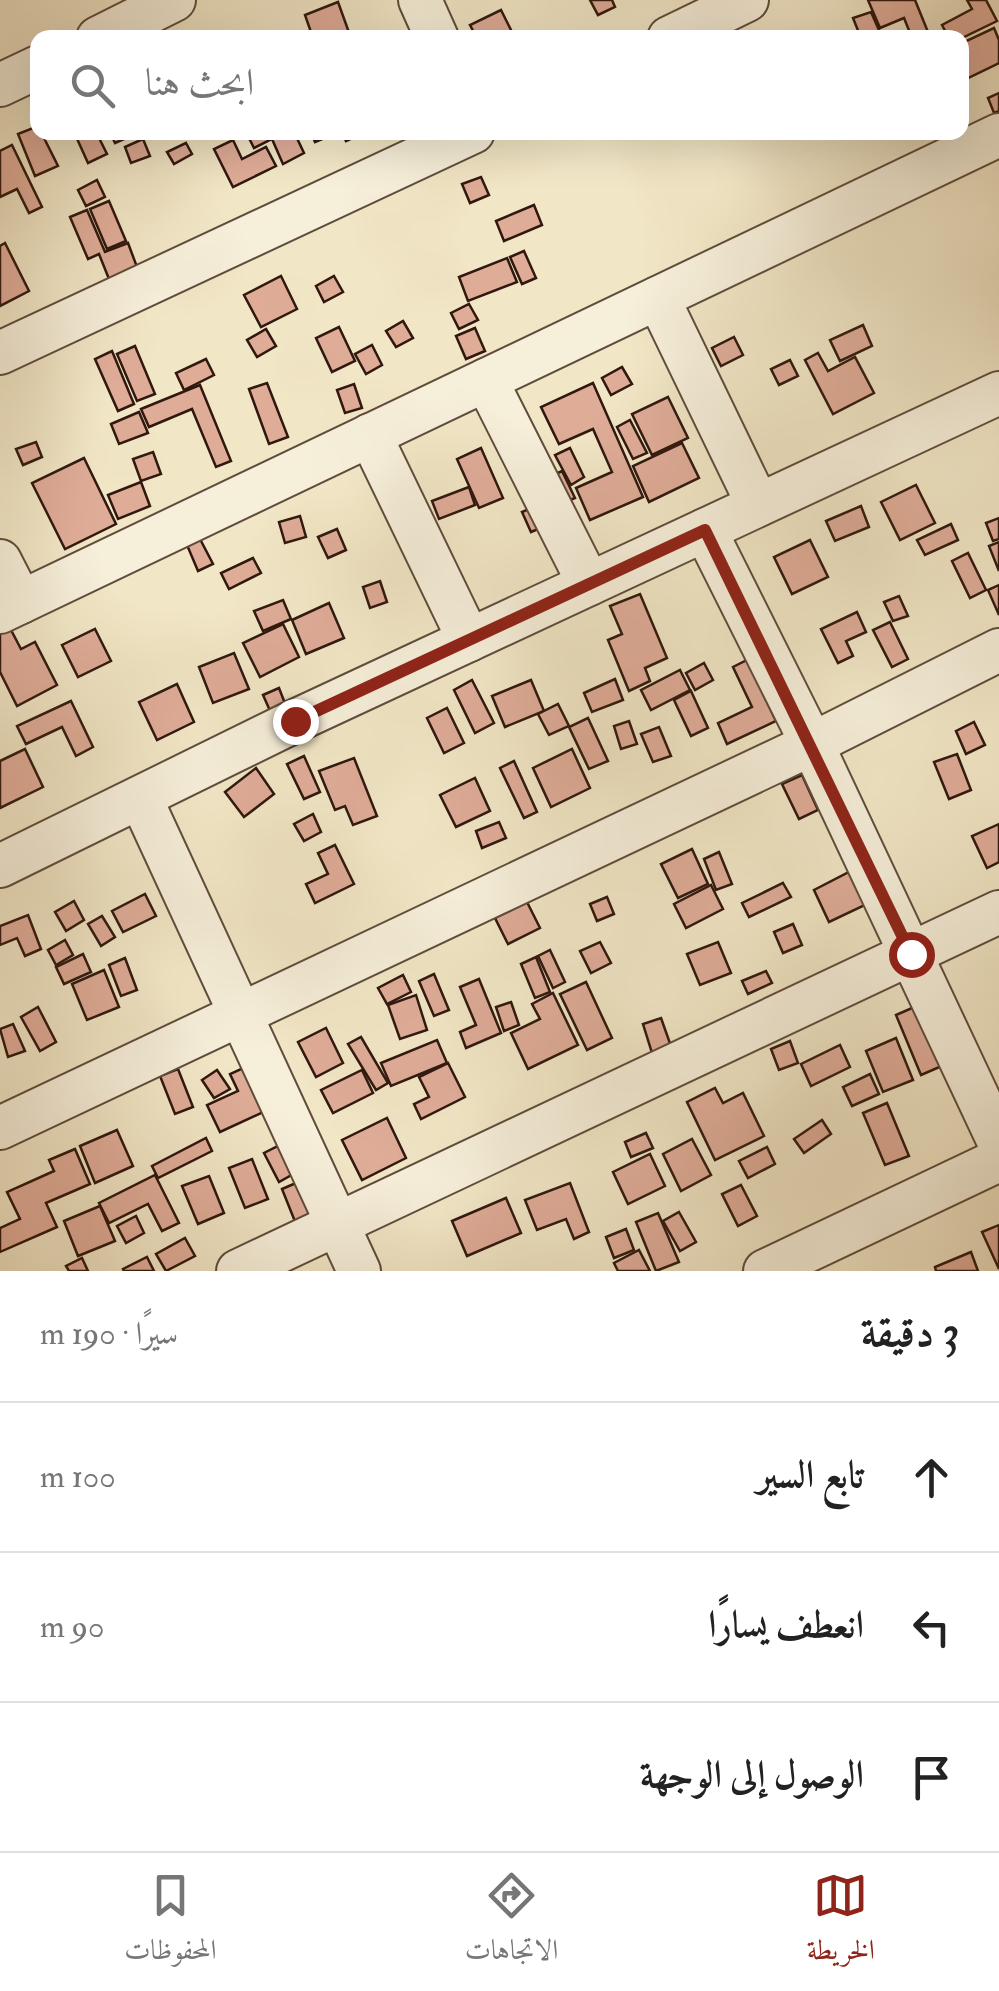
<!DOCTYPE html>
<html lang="ar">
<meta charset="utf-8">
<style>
:root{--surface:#fff;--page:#f6f6f6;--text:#222;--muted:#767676;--line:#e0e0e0;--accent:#8f2418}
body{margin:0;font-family:"IM FELL Double Pica",Amiri,serif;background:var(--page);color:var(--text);direction:rtl}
.stop{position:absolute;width:30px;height:30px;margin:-22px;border:8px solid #8f2418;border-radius:50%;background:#fff}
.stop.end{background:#8f2418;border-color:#fff;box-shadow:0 2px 10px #0008}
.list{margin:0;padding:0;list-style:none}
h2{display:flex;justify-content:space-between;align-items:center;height:130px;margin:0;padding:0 40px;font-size:42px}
h2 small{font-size:32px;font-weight:400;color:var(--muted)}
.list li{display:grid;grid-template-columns:65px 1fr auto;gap:30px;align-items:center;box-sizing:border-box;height:150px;padding:0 40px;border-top:2px solid var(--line)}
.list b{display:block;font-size:38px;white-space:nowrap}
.list em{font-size:32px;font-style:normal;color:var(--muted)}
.icon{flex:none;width:55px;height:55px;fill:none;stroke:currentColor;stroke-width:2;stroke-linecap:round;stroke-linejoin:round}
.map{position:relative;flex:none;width:999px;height:1271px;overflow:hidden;direction:ltr}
.search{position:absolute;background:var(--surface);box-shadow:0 10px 40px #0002;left:30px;right:30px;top:30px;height:110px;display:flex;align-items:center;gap:25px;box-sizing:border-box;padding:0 35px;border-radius:20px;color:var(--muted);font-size:38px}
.sheet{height:580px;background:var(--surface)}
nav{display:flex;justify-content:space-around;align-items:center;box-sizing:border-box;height:140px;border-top:2px solid var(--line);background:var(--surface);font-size:28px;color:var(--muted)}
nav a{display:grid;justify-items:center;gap:5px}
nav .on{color:var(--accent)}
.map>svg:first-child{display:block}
.building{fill:#dfac98;stroke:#30180e;stroke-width:2.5}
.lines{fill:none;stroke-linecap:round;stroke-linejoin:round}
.minor-casing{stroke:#604c3c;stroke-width:46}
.minor{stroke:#f6efda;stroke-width:42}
.route{stroke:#8f2418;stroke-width:12}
</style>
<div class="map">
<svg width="999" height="1271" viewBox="0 0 999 1271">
<rect width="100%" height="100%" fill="#f1e6c6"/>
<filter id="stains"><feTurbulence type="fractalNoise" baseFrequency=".002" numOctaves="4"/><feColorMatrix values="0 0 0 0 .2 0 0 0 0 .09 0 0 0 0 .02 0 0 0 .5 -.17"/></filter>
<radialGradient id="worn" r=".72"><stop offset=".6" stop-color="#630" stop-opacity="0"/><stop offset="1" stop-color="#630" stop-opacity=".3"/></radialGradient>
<!-- building -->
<g class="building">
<polygon points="590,0 612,0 615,7 598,15"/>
<polygon points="868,0 915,0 928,32 912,38 904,18 880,28"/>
<polygon points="967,0 986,0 997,21 962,38 949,38 942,25 972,9"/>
<polygon points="338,2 351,38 313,38 305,15"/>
<polygon points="501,10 515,38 477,38 470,25"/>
<polygon points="871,12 882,37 861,38 853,18"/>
<polygon points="994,28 999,40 999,63 962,81 962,43"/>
<polygon points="999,93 999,111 994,113 988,98"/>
<polygon points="38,126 58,166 35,176 18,134"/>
<polygon points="74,132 96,132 107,154 88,163"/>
<polygon points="110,132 132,132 133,135 115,143"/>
<polygon points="246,132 294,132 304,153 283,164 272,139 254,148"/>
<polygon points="311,132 333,132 334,134 315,142"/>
<polygon points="342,132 366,132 346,141"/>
<polygon points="143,139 150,156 131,163 125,147"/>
<polygon points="233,140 242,159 266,147 276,166 233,187 214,149"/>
<polygon points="186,143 192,154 174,164 167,152"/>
<polygon points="12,145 42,207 29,213 17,189 0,197 0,151"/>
<polygon points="481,177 489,195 470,203 462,184"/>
<polygon points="97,180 105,197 86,206 78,190"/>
<polygon points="109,201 126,241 107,249 90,209"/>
<polygon points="534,205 542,225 504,241 496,221"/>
<polygon points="87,210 105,252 128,243 137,267 109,279 99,254 88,259 70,217"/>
<polygon points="5,243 29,291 0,306 0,246"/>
<polygon points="524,251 536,278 522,284 510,257"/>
<polygon points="507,258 517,282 468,301 459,277"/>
<polygon points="281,276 297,309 261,327 244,295"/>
<polygon points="334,276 343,292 324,302 316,286"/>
<polygon points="469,304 478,320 459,329 451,313"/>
<polygon points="403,321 413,338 396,347 386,331"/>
<polygon points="863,325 872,346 840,361 830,340"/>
<polygon points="339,327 355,361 332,372 316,338"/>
<polygon points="475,328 485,351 466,359 456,336"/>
<polygon points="266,329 276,346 257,357 247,340"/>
<polygon points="734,337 743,355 721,366 712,348"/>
<polygon points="372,345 382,365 366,374 355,354"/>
<polygon points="135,346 155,394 137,401 117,354"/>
<polygon points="112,351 134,404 118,411 95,359"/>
<polygon points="818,353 828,371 855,357 874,393 833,414 805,360"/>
<polygon points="206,359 214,375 184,390 176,373"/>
<polygon points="790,360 798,376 779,385 771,369"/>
<polygon points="622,367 632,384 611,395 602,378"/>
<polygon points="267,383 288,437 269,444 249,389"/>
<polygon points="593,383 643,497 590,520 576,488 612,472 593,429 559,444 541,407"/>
<polygon points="354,384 362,408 345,413 337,390"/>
<polygon points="200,385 231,461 216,467 192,409 149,427 141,409"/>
<polygon points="668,397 688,438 652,455 632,414"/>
<polygon points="139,412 148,433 119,444 111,424"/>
<polygon points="630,420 647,453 633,459 617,427"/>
<polygon points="36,442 42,457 23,465 16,449"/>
<polygon points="682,443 699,478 649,502 633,466"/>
<polygon points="481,448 503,498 479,508 457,459"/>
<polygon points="570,448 584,477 571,485 555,455"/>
<polygon points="153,452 161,474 141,481 133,459"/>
<polygon points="84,458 116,524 65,549 32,483"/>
<polygon points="562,471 575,498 555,506 543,480"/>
<polygon points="141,482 150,506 118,519 108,495"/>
<polygon points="916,485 935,523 900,540 881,502"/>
<polygon points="469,487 475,505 439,519 432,501"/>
<polygon points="541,504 550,524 531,532 522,512"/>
<polygon points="861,506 869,527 835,541 826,521"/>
<polygon points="300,516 306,537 285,543 279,522"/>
<polygon points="999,518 999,539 993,541 986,523"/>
<polygon points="951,524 958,540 925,555 917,540"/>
<polygon points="337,529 346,550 328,558 318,537"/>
<polygon points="200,539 213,564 198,571 187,545"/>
<polygon points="810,540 828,577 792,594 774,557"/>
<polygon points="999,542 999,571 989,546"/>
<polygon points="968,553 986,590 970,598 952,561"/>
<polygon points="253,558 261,573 229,589 221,573"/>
<polygon points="380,581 387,602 370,608 363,587"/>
<polygon points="999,585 999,615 988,590"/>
<polygon points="640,594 667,658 645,668 650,681 629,691 608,640 622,634 610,606"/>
<polygon points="899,596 908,616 893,621 884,602"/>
<polygon points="283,600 291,619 263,631 254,611"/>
<polygon points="329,603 344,638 306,654 292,620"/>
<polygon points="857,612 866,632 846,641 853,656 838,663 821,629"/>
<polygon points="890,622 908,659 892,667 873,630"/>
<polygon points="283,624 299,657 260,677 243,643"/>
<polygon points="10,628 21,649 35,642 57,685 17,706 0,672 0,633"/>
<polygon points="95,629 111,661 78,677 62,645"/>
<polygon points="234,653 249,689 213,703 199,667"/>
<polygon points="747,660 776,721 727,744 718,723 752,707 733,667"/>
<polygon points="704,663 713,680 695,690 686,673"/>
<polygon points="680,670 690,690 651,710 641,690"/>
<polygon points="615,679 623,700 592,712 584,693"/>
<polygon points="472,680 494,723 475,733 454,690"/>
<polygon points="531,680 544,711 505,727 492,696"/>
<polygon points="177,684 194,722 157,740 139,702"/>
<polygon points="279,688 286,706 271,713 263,695"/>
<polygon points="691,691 708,728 691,736 674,700"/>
<polygon points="71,701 93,747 76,756 62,727 26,744 17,726"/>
<polygon points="558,704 569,726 549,735 538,714"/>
<polygon points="447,708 464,743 444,753 427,718"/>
<polygon points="588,718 608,761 589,769 569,727"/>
<polygon points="629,721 637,744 621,749 614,726"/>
<polygon points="974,722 985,745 966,754 956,731"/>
<polygon points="659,727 671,756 653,762 641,734"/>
<polygon points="25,749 43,787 0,808 0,761"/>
<polygon points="572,749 590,788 551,807 533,768"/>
<polygon points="957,754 971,790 949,799 934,762"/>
<polygon points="304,756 320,792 304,799 287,764"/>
<polygon points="354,758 377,816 353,825 345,806 335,810 319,771"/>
<polygon points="514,761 537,812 524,818 500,768"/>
<polygon points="256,768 274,794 244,817 225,792"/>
<polygon points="802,775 818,810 799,819 782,784"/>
<polygon points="475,778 490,811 456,827 440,795"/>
<polygon points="313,814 321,832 304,841 294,824"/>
<polygon points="499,822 506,838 482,848 476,831"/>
<polygon points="999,824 999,862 987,868 972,836"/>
<polygon points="335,845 354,884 315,903 306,884 328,874 318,853"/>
<polygon points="692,849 708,884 678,898 661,864"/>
<polygon points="719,852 732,884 716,890 704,859"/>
<polygon points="849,872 865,905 829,922 814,890"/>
<polygon points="783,883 791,897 749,917 742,903"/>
<polygon points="711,885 723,909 686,928 674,904"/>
<polygon points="145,894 156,916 123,932 112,911"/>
<polygon points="607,897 614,914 597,921 590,904"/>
<polygon points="74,901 84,920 66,931 55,912"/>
<polygon points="527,902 540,928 508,944 495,918"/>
<polygon points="28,915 41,949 25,956 17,938 0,945 0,926"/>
<polygon points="102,916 115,937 101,946 88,924"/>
<polygon points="793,924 802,945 783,953 774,932"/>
<polygon points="65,940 73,955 56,965 48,950"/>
<polygon points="600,942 611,963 591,973 580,951"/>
<polygon points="718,942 731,973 700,985 687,954"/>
<polygon points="550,950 565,982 553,988 538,956"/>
<polygon points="83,954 91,972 64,984 56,967"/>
<polygon points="536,957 550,992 535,998 521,964"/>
<polygon points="125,958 137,990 121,996 109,965"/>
<polygon points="104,970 119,1007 87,1020 72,984"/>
<polygon points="766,971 772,983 748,994 742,981"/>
<polygon points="434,974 449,1010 434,1016 419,981"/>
<polygon points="403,975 411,992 387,1004 378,988"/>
<polygon points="479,979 501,1033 466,1048 460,1032 476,1025 460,987"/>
<polygon points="586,982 612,1038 587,1050 560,994"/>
<polygon points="553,993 578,1045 528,1069 511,1033 540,1019 532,1004"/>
<polygon points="416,995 427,1030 400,1039 388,1005"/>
<polygon points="511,1002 519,1025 504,1031 496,1007"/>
<polygon points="919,1005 944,1065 921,1075 896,1015"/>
<polygon points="38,1007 56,1042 40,1051 21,1017"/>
<polygon points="661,1018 672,1049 653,1056 643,1024"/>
<polygon points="13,1024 25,1051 8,1057 0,1029"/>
<polygon points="326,1028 343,1063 316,1077 298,1042"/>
<polygon points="361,1037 388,1083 376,1090 348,1044"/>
<polygon points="896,1038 913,1080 883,1092 866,1051"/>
<polygon points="437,1040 447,1063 391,1086 381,1063"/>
<polygon points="790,1041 798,1063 779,1070 771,1049"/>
<polygon points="840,1045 850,1067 811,1086 801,1064"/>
<polygon points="448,1063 465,1097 421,1119 414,1104 429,1097 419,1077"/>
<polygon points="250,1065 270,1109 220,1132 207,1105 238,1091 230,1074"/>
<polygon points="178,1069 193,1107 175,1114 160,1076"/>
<polygon points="217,1070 230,1089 214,1098 202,1080"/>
<polygon points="362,1070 373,1093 333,1113 321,1090"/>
<polygon points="870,1074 879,1094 852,1106 843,1087"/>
<polygon points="715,1088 723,1103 743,1093 764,1136 715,1160 687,1102"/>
<polygon points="887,1103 909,1156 885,1165 863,1113"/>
<polygon points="387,1118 406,1158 362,1180 342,1140"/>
<polygon points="822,1120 831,1134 804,1153 794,1139"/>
<polygon points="117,1130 133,1166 95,1183 80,1146"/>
<polygon points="646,1133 653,1148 631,1157 625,1142"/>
<polygon points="206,1138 212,1151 158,1178 152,1166"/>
<polygon points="692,1139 711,1175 681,1191 663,1154"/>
<polygon points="280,1145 295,1173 279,1182 264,1153"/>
<polygon points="767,1147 775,1164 748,1178 739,1161"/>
<polygon points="75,1149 90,1184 46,1203 57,1227 0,1252 0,1228 20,1219 7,1192 54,1171 49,1160"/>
<polygon points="650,1154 665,1186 628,1204 613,1172"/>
<polygon points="252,1159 268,1199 245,1208 229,1168"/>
<polygon points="155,1175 179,1223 162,1231 148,1204 109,1223 99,1203"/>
<polygon points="209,1176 224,1213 198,1224 182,1186"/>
<polygon points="310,1177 325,1212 296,1224 282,1189"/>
<polygon points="570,1183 589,1232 574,1239 566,1219 537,1230 525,1200"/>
<polygon points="741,1185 757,1216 738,1226 722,1194"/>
<polygon points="506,1198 521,1233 467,1256 452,1221"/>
<polygon points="100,1206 115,1241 78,1256 64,1221"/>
<polygon points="679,1212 696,1242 680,1251 663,1221"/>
<polygon points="658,1213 679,1262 656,1271 636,1222"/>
<polygon points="136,1216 144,1233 126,1243 117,1226"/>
<polygon points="999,1225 999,1269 982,1232"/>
<polygon points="626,1229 634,1250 614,1258 606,1237"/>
<polygon points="185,1238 195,1256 166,1271 156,1254"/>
<polygon points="639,1250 650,1271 618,1271 614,1263"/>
<polygon points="971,1252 978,1271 936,1271 935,1267"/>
<polygon points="147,1257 154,1271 124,1271 123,1269"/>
<polygon points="82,1258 88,1271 69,1271 66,1266"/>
</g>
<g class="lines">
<!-- minor casing -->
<g class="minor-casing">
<g id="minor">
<polyline points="420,0 437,38"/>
<polyline points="98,38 174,0"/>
<polyline points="669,38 747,0"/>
<polyline points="0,85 38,67"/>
<polyline points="658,298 758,505"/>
<polyline points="0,353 473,132"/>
<polyline points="486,380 589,584"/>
<polyline points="370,435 469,640"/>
<polyline points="705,530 812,744 999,1142"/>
<polyline points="0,561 21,602"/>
<polyline points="0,612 999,135"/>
<polyline points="141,799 359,1271"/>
<polyline points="0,866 295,721 999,393"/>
<polyline points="0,1128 812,744 999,650"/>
<polyline points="238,1271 999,912"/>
<polyline points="765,1271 999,1160"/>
</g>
</g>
<!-- minor -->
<use href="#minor" class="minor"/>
</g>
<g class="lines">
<!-- route -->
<polyline class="route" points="295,721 705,530 911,954"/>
</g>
<rect width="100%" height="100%" filter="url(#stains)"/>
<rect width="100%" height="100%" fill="url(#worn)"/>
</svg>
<div class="stop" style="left:911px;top:954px"></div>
<div class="stop end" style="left:295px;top:721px"></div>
<div class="search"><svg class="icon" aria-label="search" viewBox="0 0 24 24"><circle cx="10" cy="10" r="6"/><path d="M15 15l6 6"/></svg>ابحث هنا</div>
</div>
<section class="sheet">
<h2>3 دقيقة<small>سيرًا · 190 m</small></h2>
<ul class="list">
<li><svg class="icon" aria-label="ahead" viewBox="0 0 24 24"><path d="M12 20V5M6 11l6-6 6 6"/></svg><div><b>تابع السير</b></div><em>100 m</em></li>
<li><svg class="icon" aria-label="left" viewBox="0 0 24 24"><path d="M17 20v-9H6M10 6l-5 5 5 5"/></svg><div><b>انعطف يسارًا</b></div><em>90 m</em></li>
<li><svg class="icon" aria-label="arrive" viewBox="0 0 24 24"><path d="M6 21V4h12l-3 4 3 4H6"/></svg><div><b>الوصول إلى الوجهة</b></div></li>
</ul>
</section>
<nav>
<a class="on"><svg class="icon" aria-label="map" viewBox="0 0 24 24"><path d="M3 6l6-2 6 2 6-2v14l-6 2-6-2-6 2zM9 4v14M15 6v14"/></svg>الخريطة</a>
<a><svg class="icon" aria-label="directions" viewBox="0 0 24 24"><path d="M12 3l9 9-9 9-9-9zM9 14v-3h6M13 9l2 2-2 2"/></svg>الاتجاهات</a>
<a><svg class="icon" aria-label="saved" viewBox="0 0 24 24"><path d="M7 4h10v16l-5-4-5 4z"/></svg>المحفوظات</a>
</nav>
---
— DIRECTIONS FOR THIS TASK —
Copy down every line of the material above that includes the string "linejoin".

— SOLUTION BELOW —
.icon{flex:none;width:55px;height:55px;fill:none;stroke:currentColor;stroke-width:2;stroke-linecap:round;stroke-linejoin:round}
.lines{fill:none;stroke-linecap:round;stroke-linejoin:round}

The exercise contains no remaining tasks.